Component diagrams are one of the two kinds of diagrams for modeling the physical aspects of object-oriented software systems. A component diagram shows the organization and dependencies among a set of components. We use component diagrams to model the static implementation view of a software system.
A component is just a special kind of a diagram and shares the same common properties as the other diagrams like: a name and graphical contents. What distinguishes a component diagram from the rest of the diagrams is its content.
Component diagram commonly contain:
- Dependency, generalization, association and realization relationships.
Like all other diagrams, component diagrams may contain notes and constraints. Component diagrams may also contain packages.
When modeling the static implementation view of a system, we will typically use component diagrams in one of four ways:
- To model source code.
- To model executable releases.
- To model physical databases.
- To model adaptable systems.
Common Modeling Techniques:
Modeling source code:
To model a system’s source code:
- Either by forward or reverse engineering, identify the set of source code files of interest and model them as components stereotypes as files.
- For larger systems, use packages to show groups of source code files.
- Consider using tagged values indicating such information as the version number of the source code file, its author, and the date it was last changed.
- Model the compilation dependencies among these files using dependencies.

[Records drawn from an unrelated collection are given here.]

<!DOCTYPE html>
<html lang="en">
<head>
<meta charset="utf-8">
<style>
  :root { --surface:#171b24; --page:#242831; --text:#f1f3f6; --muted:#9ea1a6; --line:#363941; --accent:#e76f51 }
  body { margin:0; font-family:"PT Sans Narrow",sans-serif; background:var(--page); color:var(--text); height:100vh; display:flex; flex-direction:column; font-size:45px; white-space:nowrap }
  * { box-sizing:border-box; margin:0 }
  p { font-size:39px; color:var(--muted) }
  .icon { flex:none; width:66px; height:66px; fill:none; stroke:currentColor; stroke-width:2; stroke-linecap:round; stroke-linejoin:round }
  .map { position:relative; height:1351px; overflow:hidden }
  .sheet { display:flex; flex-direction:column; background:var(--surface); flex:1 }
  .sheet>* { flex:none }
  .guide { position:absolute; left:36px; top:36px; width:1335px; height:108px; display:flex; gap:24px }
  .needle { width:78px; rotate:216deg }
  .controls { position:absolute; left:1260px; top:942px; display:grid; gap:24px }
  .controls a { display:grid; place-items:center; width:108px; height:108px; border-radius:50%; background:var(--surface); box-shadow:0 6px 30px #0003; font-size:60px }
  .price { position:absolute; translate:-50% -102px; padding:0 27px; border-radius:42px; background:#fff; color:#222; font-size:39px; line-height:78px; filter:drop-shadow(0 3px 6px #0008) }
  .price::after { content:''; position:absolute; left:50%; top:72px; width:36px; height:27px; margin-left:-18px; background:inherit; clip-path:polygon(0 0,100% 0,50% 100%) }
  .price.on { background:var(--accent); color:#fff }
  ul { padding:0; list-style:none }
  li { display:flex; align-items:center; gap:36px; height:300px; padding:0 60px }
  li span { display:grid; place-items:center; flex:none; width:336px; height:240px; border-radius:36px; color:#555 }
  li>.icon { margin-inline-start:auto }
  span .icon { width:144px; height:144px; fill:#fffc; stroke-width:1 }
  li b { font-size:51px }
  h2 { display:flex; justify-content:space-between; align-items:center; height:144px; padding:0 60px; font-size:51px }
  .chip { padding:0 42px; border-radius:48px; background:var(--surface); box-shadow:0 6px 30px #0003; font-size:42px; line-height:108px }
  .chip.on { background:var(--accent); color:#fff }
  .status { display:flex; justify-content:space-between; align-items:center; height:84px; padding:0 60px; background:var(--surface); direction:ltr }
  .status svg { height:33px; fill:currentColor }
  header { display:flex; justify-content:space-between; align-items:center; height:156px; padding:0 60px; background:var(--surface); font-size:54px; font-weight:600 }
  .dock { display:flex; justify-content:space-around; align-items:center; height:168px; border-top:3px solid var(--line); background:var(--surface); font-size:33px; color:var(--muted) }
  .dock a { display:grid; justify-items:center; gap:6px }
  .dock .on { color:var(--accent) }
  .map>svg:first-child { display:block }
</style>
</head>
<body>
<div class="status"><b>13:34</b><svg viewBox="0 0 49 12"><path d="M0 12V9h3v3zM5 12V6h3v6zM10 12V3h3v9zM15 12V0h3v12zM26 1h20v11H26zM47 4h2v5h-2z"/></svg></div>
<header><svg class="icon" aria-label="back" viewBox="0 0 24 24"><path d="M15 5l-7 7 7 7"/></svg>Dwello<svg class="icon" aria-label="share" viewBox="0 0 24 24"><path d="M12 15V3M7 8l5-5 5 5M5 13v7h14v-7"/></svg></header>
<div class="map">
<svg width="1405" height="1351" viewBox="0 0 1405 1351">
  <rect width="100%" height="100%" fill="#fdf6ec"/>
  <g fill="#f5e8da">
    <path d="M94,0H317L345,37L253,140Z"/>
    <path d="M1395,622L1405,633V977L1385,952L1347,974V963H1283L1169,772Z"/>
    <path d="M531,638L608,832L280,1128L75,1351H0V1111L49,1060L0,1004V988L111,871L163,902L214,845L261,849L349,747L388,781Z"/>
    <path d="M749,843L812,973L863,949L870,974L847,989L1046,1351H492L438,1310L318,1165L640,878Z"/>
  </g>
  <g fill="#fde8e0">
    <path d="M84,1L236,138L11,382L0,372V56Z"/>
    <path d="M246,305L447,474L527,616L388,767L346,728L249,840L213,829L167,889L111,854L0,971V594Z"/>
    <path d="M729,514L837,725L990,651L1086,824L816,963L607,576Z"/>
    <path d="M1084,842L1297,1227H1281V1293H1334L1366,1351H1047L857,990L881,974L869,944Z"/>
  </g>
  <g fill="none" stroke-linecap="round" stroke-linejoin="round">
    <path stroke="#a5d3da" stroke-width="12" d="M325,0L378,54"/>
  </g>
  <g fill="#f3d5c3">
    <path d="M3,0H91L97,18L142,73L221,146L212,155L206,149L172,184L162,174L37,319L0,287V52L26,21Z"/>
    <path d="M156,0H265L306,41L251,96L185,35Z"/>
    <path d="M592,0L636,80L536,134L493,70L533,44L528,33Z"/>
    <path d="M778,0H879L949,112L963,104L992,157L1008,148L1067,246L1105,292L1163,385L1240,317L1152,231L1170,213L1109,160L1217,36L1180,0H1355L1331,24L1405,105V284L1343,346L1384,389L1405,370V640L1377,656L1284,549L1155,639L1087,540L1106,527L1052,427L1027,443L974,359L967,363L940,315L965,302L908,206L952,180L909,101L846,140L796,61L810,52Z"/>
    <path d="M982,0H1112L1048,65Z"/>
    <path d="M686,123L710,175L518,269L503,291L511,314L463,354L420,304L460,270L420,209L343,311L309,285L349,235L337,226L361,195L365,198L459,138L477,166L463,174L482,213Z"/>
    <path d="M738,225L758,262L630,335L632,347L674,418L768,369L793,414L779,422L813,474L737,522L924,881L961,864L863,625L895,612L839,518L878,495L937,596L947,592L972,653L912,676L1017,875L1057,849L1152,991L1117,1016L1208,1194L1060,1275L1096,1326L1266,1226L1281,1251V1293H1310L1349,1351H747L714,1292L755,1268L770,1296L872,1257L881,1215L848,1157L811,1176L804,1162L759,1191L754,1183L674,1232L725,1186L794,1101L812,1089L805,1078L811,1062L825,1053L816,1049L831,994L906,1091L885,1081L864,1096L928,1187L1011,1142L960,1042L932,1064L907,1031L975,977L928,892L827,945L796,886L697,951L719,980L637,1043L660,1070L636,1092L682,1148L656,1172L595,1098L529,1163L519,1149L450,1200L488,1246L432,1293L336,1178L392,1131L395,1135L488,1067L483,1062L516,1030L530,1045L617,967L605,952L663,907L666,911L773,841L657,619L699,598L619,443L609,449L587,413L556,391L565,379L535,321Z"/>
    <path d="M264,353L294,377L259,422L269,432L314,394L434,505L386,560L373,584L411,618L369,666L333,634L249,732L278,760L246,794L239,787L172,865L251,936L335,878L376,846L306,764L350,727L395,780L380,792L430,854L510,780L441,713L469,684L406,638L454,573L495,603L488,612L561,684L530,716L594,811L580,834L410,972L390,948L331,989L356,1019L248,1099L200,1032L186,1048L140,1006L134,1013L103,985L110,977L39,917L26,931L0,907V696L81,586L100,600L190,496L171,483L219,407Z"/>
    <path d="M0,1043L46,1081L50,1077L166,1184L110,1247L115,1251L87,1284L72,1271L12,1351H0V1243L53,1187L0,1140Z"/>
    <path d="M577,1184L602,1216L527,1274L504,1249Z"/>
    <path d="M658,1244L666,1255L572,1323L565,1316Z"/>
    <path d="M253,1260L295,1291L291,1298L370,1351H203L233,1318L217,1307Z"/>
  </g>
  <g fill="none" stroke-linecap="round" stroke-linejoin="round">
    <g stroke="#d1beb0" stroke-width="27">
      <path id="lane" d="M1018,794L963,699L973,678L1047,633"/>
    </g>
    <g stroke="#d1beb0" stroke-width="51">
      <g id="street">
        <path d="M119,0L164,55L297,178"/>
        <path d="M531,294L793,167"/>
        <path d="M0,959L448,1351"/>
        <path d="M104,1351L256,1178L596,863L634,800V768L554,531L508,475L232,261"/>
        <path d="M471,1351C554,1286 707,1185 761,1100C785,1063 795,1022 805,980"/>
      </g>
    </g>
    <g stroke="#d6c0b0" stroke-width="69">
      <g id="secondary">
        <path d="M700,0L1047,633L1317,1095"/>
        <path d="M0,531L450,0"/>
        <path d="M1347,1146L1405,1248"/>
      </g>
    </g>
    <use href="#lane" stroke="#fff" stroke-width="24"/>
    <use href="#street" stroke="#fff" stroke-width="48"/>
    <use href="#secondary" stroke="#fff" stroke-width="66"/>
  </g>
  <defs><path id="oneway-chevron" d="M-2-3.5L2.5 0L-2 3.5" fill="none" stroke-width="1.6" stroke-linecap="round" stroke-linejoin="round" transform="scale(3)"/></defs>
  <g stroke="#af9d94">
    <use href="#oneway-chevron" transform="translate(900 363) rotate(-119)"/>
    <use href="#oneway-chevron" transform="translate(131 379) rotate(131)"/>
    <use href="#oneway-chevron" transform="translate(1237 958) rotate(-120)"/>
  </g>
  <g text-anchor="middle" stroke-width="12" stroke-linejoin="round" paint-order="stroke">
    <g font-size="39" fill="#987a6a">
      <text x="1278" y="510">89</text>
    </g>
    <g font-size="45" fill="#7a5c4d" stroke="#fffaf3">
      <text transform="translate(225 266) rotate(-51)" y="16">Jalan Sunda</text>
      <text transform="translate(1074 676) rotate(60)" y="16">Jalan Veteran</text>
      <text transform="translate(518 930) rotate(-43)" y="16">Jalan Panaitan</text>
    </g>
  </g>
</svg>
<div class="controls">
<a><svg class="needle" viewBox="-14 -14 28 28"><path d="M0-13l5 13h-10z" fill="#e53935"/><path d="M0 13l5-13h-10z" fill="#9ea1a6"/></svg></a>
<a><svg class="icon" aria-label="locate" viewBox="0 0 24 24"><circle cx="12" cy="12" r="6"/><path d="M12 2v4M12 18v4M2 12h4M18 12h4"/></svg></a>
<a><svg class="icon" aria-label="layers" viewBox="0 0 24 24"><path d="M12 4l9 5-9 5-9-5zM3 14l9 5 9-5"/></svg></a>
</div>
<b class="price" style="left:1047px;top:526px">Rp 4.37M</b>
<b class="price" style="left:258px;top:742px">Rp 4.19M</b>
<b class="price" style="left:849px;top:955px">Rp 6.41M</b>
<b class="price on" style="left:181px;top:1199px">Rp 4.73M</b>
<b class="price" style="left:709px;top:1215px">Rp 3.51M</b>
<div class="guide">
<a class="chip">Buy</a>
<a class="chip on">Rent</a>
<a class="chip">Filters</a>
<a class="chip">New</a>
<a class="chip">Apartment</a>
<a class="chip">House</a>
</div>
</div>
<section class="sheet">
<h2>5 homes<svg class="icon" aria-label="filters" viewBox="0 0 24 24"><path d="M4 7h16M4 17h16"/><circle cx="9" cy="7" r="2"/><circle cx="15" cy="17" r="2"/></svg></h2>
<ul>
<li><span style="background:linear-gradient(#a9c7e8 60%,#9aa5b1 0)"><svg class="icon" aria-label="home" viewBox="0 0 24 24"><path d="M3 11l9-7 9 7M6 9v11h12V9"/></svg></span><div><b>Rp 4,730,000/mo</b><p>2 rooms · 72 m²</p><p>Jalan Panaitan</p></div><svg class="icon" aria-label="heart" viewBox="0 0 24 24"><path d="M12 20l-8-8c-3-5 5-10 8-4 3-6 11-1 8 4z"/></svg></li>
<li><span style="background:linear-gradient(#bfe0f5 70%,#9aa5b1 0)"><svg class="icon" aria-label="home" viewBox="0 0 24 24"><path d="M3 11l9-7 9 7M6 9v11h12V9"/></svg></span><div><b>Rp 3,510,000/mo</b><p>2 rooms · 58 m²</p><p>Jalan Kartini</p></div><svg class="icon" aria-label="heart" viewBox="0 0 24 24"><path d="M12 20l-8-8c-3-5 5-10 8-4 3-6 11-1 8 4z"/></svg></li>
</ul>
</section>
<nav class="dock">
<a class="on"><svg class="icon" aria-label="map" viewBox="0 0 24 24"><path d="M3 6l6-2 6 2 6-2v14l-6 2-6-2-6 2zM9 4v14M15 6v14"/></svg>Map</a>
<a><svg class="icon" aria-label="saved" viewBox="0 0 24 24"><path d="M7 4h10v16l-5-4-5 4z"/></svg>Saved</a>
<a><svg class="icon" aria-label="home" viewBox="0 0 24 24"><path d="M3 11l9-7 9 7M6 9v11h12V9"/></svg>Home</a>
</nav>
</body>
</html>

Modeling an executable release:
To model an executable release:
- Identify the set of components you’d like to model.
- Consider the stereotype of each component in this set.
- For each component in this set, consider its relationship to its neighbors. Most, often this will involve interfaces that are realized by certain components and then imported by others.
Modeling a physical database:
To model a physical database:
- Identify the classes in your model that represent your logical database schema.
- Select a strategy for mapping these classes to tables. You have to also consider the physical distribution of your databases.
- To visualize, specify, construct and document your mapping, create a component diagram that contains components stereotyped as tables.
- Where possible, use tools to help you transform your logical design into a physical design.
Modeling adaptable systems:
To model an adaptable system:
- Consider the physical distribution of the components that may migrate from node to node. We can specify the location of a component instance by marking it with a location tagged value.
- If you want to model the actions that cause a component to migrate, create a corresponding interaction diagram that contains component instances. We can illustrate a change of location by drawing the same instance more than once, but with different values for its location tagged value.